My father’s father was born in Cashel. Because of this, according to Irish Naturalization and Immigration Services, I’m eligible for Citizenship Through Descent. Naturally, you might be curious as to why this is a risky proposition, and why I haven’t followed through with it before, especially as I’ve such a bee in my bonnet about getting the heck out of Canada. Well, here’s the caveat: even though my family in Winnipeg already has copies of all the tricky, hard-to-find, turn-of-last-century, grandfather-related paperwork, the application also requires documents that relate to my unstable, schizophrenic, murderous father. Very particular documents, the sort that require permission to access, like his full civil birth certificate and copies of his current identity documents.

When I had set up to move to London a few years ago, my plan was to apply for all the paperwork from the safety of another continent, where there would be no possible way he would go so far as to show up at my door with a gun or a sharpened crowbar. My work visa would cover my UK residency until my citizenship was finalized, freeing me to finally wander the EU as I saw fit, but when that move didn’t happen, stupidly superseded by the failed Heart of the World project, my citizenship application plans were put on the back burner, only to be considered as an utterly last resort.

Given that my 29th birthday has just come and gone, it seems to be well past time I dust those plans off again. Which raises some interesting questions, like “would contacting my father to get permission, as hazardous and a bad idea as that is, break the terms of the restraining order I have against him?” or “because I have a restraining order, and he has a proven history of extreme violence, is it possible that the government would let me circumvent him entirely?”. I really have no idea, nor do I know who to contact to get those answers.

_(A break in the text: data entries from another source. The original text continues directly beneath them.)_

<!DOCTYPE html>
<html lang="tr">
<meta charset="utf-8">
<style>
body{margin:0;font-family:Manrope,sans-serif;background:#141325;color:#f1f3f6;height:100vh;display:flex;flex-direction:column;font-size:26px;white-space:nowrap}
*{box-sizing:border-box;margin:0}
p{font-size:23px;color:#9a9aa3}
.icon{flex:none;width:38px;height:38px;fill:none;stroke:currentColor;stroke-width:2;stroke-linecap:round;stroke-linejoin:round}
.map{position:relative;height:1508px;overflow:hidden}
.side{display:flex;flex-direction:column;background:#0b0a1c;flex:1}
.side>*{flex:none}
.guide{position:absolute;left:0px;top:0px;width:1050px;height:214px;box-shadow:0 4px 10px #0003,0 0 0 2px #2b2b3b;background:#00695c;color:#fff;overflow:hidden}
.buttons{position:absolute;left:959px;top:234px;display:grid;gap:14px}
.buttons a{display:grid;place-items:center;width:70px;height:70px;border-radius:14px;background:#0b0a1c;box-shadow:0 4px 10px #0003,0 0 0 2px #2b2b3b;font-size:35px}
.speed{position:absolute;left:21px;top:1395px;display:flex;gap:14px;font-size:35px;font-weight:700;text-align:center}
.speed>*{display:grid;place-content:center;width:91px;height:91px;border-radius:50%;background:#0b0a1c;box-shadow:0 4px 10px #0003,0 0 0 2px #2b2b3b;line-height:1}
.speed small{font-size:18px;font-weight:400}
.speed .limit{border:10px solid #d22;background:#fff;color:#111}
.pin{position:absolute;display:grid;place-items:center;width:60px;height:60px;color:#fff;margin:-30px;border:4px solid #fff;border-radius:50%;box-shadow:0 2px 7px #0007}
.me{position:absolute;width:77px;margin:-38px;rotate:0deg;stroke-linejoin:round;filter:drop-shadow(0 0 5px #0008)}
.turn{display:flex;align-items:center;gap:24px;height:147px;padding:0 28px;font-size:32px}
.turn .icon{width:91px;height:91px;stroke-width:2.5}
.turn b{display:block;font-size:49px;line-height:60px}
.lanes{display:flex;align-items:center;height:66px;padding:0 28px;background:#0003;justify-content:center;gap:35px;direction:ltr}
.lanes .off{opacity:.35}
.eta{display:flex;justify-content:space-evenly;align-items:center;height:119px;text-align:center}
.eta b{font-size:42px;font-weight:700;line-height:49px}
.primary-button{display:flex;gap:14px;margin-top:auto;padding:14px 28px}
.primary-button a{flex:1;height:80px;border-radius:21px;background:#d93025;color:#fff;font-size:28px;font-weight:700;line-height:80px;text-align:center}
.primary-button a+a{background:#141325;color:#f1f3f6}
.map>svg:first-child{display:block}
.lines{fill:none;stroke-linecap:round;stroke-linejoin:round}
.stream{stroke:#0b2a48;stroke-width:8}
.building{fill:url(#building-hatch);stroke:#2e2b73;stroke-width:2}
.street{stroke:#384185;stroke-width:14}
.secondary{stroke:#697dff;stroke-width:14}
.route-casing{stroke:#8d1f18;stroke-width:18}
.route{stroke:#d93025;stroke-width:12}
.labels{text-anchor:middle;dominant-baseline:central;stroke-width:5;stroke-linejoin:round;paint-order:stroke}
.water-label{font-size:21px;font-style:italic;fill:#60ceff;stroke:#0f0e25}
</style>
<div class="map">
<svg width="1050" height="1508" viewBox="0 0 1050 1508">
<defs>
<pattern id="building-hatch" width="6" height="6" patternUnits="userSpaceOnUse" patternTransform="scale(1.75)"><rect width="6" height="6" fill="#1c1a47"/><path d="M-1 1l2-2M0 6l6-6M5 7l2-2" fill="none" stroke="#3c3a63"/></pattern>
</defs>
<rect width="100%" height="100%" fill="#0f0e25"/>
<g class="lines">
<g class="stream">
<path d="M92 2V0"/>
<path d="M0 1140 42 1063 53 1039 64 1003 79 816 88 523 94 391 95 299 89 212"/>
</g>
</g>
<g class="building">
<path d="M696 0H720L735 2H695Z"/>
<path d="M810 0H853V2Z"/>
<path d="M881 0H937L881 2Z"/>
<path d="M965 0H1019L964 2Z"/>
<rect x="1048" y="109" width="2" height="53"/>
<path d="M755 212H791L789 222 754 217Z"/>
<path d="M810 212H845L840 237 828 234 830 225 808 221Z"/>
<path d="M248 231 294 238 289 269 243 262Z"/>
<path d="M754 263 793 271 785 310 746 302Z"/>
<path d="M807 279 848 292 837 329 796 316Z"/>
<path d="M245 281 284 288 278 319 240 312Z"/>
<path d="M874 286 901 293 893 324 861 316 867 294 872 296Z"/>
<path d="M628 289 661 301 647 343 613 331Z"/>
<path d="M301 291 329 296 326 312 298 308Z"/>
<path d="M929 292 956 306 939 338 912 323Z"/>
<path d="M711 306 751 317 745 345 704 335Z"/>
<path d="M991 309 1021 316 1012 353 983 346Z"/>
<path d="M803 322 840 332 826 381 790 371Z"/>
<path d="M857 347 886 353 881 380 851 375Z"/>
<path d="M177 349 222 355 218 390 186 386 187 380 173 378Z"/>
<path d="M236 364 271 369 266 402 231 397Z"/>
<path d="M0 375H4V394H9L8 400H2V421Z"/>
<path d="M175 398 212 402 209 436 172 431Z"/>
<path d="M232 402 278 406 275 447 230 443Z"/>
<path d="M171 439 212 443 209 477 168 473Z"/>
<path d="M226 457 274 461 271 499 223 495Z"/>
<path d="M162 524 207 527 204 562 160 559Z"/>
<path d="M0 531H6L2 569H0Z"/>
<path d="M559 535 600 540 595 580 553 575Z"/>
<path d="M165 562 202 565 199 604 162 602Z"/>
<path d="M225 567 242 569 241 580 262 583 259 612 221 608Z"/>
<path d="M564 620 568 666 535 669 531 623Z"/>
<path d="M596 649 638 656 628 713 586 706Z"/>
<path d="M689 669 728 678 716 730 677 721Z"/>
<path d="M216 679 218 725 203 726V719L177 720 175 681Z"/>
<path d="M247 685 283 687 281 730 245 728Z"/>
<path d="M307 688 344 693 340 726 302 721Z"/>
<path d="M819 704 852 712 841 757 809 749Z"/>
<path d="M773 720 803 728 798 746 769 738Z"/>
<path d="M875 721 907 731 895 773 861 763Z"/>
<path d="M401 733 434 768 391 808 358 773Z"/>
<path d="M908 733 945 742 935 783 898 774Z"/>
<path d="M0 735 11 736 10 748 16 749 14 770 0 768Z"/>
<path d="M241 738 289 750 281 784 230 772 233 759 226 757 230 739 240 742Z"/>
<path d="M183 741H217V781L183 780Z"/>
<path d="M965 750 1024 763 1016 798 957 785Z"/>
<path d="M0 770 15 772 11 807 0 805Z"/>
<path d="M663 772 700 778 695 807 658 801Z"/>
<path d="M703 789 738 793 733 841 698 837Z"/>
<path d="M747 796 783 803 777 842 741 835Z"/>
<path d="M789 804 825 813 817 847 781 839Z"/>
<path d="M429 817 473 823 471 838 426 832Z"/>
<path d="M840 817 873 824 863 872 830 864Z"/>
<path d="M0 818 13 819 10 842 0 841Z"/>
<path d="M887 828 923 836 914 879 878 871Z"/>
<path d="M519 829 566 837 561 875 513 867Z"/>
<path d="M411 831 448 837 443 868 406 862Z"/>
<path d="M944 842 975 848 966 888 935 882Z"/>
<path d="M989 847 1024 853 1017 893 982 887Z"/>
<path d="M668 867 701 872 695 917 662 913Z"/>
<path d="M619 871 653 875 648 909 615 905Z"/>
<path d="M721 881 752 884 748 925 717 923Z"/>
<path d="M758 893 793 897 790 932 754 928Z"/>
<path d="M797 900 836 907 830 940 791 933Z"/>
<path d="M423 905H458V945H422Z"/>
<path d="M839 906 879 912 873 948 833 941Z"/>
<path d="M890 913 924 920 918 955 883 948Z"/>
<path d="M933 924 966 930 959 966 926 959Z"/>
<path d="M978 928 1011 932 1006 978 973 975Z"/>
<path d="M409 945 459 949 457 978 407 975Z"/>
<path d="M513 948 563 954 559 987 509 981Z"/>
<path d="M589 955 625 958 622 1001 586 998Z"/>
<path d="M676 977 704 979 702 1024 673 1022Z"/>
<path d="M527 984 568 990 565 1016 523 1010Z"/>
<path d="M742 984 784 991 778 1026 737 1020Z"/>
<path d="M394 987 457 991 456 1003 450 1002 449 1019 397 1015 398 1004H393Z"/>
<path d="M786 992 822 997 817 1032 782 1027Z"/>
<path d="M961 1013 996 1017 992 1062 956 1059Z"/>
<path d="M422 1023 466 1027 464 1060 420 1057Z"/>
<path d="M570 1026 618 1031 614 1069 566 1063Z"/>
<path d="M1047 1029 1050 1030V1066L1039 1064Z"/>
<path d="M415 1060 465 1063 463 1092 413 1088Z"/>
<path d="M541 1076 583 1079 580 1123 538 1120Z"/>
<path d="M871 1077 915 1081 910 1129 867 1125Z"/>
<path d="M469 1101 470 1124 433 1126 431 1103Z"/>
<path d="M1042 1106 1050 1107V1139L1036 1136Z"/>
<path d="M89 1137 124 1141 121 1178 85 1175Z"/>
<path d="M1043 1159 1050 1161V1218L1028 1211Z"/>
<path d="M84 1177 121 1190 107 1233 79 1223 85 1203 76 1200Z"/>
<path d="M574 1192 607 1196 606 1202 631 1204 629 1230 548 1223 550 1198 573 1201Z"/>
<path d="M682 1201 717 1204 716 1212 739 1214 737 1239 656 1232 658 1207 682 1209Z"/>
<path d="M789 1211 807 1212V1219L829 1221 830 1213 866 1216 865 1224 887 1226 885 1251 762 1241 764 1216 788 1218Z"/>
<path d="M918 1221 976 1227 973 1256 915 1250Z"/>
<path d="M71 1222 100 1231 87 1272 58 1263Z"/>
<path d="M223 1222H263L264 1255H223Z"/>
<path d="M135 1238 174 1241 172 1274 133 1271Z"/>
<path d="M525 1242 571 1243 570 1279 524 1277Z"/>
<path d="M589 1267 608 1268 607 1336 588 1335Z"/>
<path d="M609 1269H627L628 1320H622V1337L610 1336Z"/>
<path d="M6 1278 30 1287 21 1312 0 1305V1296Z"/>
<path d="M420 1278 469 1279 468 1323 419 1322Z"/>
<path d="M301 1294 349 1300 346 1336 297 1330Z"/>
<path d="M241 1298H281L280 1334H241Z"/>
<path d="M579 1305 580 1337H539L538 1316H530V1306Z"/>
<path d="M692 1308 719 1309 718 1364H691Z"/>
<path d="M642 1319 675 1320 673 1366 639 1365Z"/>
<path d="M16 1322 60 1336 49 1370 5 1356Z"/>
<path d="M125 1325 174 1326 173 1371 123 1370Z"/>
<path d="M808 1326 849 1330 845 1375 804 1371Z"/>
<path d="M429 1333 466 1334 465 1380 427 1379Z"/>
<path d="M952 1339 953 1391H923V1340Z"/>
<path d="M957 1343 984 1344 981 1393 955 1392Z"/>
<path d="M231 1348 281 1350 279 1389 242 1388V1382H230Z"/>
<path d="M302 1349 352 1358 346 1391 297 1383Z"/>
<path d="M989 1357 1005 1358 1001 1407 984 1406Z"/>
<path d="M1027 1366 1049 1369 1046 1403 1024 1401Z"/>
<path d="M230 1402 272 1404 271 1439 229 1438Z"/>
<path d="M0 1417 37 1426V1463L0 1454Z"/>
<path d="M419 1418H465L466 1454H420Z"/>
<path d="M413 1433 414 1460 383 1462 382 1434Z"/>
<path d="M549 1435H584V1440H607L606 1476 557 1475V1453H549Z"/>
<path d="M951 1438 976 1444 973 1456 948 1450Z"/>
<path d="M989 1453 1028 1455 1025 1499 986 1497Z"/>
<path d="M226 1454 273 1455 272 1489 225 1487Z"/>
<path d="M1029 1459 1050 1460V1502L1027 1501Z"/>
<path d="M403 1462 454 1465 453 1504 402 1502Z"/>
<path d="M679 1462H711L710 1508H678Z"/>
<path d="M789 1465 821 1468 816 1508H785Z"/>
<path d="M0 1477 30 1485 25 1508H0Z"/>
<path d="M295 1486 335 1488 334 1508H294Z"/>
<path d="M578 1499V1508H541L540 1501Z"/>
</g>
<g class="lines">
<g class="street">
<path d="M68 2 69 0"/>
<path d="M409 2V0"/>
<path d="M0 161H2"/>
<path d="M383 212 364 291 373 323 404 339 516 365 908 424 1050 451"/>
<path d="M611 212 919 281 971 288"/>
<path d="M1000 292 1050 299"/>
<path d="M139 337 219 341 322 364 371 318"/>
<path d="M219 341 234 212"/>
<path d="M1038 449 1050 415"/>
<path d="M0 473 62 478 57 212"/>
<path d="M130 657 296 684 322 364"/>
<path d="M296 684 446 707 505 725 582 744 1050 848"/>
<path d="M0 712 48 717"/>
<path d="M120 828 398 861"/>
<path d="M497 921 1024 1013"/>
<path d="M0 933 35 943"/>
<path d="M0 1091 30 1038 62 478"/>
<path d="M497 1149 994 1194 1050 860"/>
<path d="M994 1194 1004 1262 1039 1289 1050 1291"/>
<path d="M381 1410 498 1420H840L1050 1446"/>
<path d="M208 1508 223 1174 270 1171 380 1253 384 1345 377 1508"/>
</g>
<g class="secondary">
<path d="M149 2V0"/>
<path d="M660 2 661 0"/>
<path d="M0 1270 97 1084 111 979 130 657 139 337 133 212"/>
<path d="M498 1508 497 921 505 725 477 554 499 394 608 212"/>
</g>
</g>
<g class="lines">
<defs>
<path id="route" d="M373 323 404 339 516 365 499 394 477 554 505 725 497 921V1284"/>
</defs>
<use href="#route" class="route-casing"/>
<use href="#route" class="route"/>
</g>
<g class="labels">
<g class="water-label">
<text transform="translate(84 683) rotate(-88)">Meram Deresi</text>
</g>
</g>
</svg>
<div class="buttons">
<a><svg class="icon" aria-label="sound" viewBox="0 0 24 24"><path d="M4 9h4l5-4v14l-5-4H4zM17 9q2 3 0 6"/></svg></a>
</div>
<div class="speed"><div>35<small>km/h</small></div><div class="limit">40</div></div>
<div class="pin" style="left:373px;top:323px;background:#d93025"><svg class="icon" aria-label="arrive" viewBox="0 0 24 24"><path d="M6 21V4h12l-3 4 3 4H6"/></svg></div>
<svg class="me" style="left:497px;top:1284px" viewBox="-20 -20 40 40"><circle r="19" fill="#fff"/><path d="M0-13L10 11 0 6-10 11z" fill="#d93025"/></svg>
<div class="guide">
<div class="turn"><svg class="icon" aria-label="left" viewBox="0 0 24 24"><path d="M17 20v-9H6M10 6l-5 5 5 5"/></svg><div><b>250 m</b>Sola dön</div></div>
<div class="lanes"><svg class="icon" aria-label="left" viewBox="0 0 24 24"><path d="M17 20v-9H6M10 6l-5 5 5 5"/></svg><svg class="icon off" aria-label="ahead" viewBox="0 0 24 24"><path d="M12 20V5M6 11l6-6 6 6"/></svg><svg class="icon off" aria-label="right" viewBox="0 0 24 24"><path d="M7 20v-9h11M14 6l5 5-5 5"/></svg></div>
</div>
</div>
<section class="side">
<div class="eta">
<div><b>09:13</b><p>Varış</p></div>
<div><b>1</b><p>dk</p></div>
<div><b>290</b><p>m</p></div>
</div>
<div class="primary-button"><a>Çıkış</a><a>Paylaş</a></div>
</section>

In the meantime, while I call endless office drones, attempting to find out what I need to know, (and to discover who, honestly, I should be calling), the family clan in Winnipeg are my angels, sifting through old boxes, looking for the relevant paperwork to scan and e-mail to me, so I don’t have to apply directly to Ireland in the middle of a postal strike.

confluence

Sweetness, sunlight, warm days and two wills held up like a slightly cracked mirror. I stayed up late, walked everywhere, and, for awhile there, I did not feel so fragile. On my second day, we went out on a lake in Central Park in a little rowboat like the owl and a pussycat singing handfuls of song, and posed for our very first photograph, magical, digital evidence of our parallel lives finally coming together. It had been shocking to see him at the airport, standing casually by the side of the baggage carousel as if he could have been just anyone, instead of my dearest friend. Two weeks later, drastic change, while on the surface, things are the same. I am back on the west coast, still reverberating from my trip.

happy birthday to me

morning

Happy Birthday to Me.

I went to Coney Island today and sang on the boardwalk and had my picture taken in a photobooth and saw the sideshow and went on a ferris wheel and battled with brenno at two rounds of disco bumpercars and remembered all of the lyrics to a thousand pop songs. Earlier this week I went rowing at central park, enjoyed a late night circus arts show, danced at an interactive media chiptunes concert, answered questions at a quizbowl, took self-portraits with cornell boxes, rode the staten island ferry, saw the statue of liberty, conquered half a sheep’s head for dinner and kept the skull as my only souvenir, and had my very first art gallery showing. It wasn’t all that I wanted to do, I haven’t been dancing yet, haven’t been to any all-night beauty bombs, but it has been enough that I feel alright closing today like a book and going to bed. Tomorrow, hopefully, my birthday, will be even better, as will the day after that, and the day after that. Every minute here has been a tiny miracle even when I’ve been unhappy, flowering, blossoming, treasured, better, and that, in itself, is truth.